### ACTIVITY
From the records below, output exactly the lines running from the line containing "For a GIS import: Build" through the line containing "Instruction: Transcribe the", and no others.

*** Opening of THE INPUT ***

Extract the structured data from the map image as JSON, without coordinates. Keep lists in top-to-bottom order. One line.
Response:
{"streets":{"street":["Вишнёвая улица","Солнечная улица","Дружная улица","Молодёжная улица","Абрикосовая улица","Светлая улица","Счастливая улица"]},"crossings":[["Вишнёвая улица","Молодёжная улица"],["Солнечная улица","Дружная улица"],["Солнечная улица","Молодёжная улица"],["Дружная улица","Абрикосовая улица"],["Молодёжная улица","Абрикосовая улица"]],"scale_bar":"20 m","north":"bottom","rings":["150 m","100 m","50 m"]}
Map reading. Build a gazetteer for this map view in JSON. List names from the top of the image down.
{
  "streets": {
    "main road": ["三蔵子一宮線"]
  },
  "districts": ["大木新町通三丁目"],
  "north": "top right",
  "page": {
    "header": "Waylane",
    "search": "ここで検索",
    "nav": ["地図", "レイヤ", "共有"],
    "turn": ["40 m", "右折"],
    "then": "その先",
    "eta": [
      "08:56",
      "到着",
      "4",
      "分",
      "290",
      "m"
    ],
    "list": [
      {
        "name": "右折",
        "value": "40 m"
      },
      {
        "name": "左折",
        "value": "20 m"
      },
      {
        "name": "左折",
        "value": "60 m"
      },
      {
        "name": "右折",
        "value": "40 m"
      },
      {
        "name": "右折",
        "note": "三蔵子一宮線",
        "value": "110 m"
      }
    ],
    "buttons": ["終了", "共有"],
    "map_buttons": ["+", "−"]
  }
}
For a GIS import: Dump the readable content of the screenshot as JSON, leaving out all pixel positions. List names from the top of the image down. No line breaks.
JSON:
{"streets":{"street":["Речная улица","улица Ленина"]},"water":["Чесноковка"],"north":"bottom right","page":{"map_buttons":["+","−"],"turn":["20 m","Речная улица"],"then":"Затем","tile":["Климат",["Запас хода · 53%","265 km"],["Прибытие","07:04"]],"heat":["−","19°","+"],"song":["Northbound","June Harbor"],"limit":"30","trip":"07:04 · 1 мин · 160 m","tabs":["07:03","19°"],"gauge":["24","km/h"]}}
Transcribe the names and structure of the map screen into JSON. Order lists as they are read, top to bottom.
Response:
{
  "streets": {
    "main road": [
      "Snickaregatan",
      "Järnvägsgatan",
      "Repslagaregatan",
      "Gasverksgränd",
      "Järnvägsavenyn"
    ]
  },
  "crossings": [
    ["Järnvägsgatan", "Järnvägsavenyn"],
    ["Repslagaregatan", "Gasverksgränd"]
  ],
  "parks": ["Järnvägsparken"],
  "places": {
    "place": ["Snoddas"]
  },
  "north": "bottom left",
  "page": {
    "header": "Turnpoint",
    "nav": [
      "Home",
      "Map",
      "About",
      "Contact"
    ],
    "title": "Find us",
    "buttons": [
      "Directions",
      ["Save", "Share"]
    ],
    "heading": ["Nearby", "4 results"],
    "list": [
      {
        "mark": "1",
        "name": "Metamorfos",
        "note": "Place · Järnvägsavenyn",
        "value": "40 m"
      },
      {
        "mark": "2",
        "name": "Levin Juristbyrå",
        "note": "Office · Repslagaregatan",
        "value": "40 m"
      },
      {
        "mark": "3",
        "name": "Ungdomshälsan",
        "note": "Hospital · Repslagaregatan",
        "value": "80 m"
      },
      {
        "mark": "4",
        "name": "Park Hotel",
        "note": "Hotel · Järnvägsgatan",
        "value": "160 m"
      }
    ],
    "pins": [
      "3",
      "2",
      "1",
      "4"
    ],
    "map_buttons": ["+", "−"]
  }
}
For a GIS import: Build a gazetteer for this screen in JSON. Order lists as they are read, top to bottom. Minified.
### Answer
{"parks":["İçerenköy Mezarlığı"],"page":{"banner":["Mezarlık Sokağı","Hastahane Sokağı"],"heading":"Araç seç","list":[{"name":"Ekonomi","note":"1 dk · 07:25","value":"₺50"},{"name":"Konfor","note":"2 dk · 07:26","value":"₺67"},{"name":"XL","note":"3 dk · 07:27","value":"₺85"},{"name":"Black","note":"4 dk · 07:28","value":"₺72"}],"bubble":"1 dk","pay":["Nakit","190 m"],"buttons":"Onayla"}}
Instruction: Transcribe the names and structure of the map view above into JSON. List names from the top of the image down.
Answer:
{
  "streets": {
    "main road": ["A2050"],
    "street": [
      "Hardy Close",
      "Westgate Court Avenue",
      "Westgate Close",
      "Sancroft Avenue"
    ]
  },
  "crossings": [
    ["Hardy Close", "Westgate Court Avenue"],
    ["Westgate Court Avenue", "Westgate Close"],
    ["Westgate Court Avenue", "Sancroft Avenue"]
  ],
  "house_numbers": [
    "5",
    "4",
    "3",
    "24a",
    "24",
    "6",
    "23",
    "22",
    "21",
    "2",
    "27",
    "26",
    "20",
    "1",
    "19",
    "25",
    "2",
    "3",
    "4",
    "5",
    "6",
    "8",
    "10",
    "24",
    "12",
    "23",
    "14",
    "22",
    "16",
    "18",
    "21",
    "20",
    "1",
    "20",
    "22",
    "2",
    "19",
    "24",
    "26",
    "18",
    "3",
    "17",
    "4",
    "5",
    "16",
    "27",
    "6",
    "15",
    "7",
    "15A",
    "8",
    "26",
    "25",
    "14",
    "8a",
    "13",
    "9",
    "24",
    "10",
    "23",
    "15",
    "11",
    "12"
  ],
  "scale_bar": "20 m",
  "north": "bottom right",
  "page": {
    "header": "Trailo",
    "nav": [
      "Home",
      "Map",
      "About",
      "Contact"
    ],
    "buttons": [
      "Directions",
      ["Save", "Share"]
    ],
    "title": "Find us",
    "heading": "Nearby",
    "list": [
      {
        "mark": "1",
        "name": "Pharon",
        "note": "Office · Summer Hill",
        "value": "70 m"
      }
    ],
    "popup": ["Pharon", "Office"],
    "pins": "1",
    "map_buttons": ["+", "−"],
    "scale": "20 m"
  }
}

*** Close of THE INPUT ***

### TASK OUTPUT
For a GIS import: Build a gazetteer for this screen in JSON. Order lists as they are read, top to bottom. Minified.
### Answer
{"parks":["İçerenköy Mezarlığı"],"page":{"banner":["Mezarlık Sokağı","Hastahane Sokağı"],"heading":"Araç seç","list":[{"name":"Ekonomi","note":"1 dk · 07:25","value":"₺50"},{"name":"Konfor","note":"2 dk · 07:26","value":"₺67"},{"name":"XL","note":"3 dk · 07:27","value":"₺85"},{"name":"Black","note":"4 dk · 07:28","value":"₺72"}],"bubble":"1 dk","pay":["Nakit","190 m"],"buttons":"Onayla"}}
Instruction: Transcribe the names and structure of the map view above into JSON. List names from the top of the image down.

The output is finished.